There are several reasons to believe that such crises will reoccur in the years to come, and therefore, the EU needs to adopt new tools aiming at reducing the exposure to gas market fluctuations, given the fact that the Social Climate Fund proposed by the European Commission will not be established before 2025.

Against this background, we invite the European Commission to explore possible short-term measures to tackle the additional energy cost, especially for low- and middle-income households, in combination with innovative long-term measures to protect the energy market from sharp fluctuations of gas prices.

To that end, we call on the European Commission to develop an emergency toolbox and blueprints providing Member States with a variety of pre-designed options and appropriate remedies in similar cases of market instability. These will increase certainty and predictability for both governments and consumers, sending a strong signal to the markets and discouraging potential speculators from manipulating energy prices.

More specifically, we suggest that the Council mandates the European Commission to:

Put in place an effective short-term measure, potentially based on exceptional (before the end of 2021) auctioning of additional allowances from the Market Stability Reserve, so that extra revenues for Member States are generated through the EU ETS to, at least partially, cover the immediate extra burden to low- and middle-income households. The required amounts would result in an average increase of 10% in ETS revenues. The Member States will mainly use the additional revenues to finance compensation schemes of consumers’ electricity and gas prices during the winter 2021-2022.

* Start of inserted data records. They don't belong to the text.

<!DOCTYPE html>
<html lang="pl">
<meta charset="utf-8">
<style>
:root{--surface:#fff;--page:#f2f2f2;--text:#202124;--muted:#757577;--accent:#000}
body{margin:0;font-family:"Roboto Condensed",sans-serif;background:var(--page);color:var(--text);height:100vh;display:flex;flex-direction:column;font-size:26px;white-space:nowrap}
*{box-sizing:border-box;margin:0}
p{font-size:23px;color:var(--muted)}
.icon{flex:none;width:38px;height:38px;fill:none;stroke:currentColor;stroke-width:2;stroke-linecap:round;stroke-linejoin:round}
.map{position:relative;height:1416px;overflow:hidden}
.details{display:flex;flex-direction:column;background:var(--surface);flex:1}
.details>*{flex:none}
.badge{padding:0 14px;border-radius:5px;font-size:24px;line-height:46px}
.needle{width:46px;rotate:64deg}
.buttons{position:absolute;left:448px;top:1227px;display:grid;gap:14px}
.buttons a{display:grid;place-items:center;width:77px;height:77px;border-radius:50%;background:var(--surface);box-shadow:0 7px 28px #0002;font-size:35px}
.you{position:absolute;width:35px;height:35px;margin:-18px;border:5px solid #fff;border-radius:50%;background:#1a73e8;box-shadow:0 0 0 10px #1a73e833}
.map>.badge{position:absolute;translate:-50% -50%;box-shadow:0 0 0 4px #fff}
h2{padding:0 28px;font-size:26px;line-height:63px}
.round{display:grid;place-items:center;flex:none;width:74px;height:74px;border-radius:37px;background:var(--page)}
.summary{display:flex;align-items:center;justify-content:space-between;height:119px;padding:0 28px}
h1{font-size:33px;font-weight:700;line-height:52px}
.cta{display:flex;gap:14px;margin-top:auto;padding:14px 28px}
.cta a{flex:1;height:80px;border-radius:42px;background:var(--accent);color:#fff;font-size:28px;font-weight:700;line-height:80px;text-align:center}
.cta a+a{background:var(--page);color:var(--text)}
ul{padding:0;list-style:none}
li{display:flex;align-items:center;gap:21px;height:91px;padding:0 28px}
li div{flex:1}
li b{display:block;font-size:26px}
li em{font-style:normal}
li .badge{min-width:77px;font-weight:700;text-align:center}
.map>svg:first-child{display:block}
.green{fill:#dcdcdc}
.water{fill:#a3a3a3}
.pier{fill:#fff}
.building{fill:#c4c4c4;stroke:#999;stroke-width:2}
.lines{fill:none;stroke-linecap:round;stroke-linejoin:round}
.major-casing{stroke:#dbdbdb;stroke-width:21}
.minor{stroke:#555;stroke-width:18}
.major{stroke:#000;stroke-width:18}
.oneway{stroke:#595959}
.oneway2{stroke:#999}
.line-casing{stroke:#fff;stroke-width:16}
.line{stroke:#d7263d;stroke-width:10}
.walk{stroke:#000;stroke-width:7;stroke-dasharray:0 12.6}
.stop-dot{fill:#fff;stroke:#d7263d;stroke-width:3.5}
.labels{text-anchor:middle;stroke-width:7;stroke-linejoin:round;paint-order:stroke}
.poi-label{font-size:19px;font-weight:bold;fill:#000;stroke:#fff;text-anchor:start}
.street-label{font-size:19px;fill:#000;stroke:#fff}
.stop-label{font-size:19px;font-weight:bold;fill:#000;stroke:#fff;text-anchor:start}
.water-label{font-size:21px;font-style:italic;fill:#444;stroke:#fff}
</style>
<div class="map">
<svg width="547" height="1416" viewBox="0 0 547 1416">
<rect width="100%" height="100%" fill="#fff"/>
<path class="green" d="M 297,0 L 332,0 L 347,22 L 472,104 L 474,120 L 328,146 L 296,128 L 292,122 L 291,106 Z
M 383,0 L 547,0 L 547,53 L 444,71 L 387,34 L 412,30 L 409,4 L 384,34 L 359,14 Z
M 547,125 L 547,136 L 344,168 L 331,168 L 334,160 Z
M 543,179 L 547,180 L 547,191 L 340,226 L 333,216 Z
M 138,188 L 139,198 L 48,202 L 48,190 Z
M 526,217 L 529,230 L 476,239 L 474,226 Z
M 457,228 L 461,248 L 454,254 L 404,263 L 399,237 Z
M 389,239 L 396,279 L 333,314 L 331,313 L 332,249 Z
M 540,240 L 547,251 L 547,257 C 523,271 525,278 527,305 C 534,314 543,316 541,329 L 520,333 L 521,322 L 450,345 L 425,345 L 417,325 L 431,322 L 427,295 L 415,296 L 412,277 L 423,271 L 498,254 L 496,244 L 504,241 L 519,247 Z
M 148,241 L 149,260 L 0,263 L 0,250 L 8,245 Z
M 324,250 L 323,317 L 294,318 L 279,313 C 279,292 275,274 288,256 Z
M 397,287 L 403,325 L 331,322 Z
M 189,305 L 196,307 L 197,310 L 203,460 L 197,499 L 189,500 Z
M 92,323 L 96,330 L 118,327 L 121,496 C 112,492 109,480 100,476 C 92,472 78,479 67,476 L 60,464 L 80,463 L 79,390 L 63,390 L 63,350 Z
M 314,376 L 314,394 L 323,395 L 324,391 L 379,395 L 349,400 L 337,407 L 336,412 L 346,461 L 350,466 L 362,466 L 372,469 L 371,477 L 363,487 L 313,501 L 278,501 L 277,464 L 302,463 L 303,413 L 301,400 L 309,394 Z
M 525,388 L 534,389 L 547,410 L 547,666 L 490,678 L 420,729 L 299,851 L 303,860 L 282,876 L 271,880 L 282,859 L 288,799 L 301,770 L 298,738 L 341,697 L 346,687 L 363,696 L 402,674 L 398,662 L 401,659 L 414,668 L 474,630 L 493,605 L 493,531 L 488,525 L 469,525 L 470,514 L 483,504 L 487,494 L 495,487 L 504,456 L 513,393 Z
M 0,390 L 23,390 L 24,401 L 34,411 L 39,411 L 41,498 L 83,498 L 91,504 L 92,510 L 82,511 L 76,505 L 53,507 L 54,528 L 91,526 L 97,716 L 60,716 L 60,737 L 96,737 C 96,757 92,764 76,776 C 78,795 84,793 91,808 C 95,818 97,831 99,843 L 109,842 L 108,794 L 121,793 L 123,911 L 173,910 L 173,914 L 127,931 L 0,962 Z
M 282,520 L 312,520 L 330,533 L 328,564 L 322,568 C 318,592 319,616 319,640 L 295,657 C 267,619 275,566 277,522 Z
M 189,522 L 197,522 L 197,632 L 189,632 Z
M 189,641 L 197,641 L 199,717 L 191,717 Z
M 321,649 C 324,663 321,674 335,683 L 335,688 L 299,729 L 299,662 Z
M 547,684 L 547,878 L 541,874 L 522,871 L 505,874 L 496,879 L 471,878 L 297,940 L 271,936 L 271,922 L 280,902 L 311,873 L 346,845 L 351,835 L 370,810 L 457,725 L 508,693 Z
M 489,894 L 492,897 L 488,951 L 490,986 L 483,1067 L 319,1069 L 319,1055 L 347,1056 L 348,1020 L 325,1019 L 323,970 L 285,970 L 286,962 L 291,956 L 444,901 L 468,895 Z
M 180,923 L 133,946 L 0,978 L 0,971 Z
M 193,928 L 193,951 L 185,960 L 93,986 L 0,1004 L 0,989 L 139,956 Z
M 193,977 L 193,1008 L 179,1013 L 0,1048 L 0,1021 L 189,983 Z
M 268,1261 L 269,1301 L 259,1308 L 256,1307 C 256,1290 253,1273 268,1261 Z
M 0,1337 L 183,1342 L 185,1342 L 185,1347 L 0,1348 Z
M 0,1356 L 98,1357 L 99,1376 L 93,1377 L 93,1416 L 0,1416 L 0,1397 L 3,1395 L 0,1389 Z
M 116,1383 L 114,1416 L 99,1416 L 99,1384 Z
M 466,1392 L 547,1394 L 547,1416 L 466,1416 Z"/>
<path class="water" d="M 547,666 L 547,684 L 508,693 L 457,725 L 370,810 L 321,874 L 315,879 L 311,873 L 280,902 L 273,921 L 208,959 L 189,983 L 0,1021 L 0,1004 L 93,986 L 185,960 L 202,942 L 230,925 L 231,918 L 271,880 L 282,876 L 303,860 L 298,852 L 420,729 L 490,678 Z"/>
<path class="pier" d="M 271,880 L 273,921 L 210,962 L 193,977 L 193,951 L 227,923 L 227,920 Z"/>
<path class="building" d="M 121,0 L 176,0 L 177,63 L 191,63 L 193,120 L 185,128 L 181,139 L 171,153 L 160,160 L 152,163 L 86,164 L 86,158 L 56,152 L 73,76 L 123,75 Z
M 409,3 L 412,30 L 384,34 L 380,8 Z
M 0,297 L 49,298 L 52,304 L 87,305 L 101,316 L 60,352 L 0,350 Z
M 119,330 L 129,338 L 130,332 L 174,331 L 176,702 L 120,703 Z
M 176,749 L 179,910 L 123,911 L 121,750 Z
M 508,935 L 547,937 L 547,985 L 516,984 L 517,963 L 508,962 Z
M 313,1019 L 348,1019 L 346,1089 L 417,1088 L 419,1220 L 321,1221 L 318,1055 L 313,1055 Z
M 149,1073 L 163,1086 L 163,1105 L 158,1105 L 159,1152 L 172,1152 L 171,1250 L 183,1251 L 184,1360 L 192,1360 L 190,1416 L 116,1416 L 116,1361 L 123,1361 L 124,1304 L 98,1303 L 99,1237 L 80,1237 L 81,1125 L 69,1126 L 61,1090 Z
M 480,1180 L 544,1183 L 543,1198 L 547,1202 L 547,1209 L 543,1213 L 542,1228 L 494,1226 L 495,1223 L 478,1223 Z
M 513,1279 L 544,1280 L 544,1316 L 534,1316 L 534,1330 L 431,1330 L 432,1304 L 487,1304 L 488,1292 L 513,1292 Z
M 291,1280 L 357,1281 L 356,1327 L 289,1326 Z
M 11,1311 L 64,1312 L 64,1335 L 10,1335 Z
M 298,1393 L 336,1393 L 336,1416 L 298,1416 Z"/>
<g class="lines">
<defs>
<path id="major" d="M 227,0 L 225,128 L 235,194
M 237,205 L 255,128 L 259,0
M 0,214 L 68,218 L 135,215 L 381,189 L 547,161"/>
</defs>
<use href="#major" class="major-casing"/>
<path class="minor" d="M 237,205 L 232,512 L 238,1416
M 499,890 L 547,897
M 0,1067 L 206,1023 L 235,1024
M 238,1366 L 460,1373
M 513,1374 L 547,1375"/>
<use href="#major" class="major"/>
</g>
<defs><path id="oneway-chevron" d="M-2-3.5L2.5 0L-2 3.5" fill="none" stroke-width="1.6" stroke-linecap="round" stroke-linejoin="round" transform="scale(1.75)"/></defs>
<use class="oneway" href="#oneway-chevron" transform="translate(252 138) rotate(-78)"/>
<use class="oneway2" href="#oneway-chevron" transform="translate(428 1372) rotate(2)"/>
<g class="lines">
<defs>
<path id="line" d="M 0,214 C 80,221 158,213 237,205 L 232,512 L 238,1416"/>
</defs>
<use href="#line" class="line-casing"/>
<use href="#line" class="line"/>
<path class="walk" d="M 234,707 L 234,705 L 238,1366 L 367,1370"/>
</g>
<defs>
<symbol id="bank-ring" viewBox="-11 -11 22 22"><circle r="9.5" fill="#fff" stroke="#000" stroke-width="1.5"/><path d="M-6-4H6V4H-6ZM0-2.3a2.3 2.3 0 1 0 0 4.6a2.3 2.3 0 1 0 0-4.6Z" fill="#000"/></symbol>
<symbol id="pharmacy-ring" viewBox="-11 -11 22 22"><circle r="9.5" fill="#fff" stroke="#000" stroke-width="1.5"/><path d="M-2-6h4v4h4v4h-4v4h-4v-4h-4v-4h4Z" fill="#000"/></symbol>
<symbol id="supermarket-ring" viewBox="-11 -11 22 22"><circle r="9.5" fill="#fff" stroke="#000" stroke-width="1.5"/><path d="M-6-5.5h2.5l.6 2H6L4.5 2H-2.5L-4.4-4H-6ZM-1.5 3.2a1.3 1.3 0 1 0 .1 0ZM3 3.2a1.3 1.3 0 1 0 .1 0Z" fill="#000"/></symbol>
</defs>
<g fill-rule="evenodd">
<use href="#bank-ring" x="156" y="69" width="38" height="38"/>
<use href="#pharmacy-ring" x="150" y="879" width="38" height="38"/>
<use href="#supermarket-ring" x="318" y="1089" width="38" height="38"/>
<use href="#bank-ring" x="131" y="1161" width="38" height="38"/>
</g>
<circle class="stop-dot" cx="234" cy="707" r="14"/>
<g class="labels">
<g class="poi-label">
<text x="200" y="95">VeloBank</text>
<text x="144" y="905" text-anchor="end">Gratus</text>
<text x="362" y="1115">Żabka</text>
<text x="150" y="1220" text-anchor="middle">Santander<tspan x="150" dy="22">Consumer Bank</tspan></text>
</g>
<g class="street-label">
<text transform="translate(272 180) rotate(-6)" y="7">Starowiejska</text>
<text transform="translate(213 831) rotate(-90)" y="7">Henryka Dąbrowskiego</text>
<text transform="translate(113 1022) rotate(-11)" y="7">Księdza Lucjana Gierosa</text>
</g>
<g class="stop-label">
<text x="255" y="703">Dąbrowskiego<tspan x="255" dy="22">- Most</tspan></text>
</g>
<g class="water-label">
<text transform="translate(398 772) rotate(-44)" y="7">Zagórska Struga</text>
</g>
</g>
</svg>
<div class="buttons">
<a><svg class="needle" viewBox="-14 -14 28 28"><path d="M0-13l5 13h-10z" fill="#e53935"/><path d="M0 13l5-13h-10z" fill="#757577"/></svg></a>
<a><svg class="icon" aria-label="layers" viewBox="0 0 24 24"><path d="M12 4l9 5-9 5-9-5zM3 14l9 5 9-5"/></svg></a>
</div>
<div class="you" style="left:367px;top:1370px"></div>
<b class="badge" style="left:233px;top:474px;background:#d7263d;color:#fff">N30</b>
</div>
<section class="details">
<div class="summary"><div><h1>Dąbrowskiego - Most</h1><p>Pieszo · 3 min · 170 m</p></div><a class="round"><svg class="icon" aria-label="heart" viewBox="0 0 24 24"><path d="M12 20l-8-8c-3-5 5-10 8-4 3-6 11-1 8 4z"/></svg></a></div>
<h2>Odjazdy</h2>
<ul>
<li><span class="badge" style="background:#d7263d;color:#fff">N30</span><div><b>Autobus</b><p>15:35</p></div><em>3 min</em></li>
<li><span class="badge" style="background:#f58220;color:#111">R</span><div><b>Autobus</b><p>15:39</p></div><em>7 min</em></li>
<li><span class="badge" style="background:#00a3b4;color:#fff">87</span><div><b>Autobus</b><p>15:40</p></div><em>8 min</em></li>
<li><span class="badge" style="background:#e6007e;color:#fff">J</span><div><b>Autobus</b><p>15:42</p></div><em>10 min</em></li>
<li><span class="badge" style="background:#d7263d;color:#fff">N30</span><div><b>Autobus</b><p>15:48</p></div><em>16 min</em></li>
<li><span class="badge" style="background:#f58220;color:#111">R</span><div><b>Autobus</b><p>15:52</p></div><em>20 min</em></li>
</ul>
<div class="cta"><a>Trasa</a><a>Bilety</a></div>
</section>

Explore the possible establishment of an EU Hedging Fund, which will hedge against gas price fluctuations in case of exceptional high gas price spikes, which may occur again in the future. The Fund could draw on advance payments of expected future EU ETS revenues and will be strictly limited to exceptional price volatility situations. The allocation to each Member State will be calculated on a pro-rata basis, considering the heating and electricity consumption and the national GDP per capita. Claw-back provisions could be put in place ensuring recovery of the Fund, based on a longer-run and smoothly applied consumer levy.
Moreover, the EU should act strategically by taking advantage of its collective bargaining power. Our current dependence on and exposure to market fluctuations undermines EU’s strategic autonomy and sovereignty, allowing third actors to use energy prices as political weapon against EU interests. The EU should collectively build up natural gas strategic reserves through a centralized European platform and develop strategic gas storage facilities across Europe.

We are at a critical crossroad. The current crisis will test EU’s reflexes and its decisiveness to do whatever it takes in order to meet our ambitious climate targets without losing sight of the need of a fair transition for all EU citizens and regions, especially the most vulnerable.

Hoping that this letter will contribute to the ongoing discussions on the issue, we are looking forward to a fruitful discussion in the upcoming Environment Council and Eurogroup/ECOFIN meeting.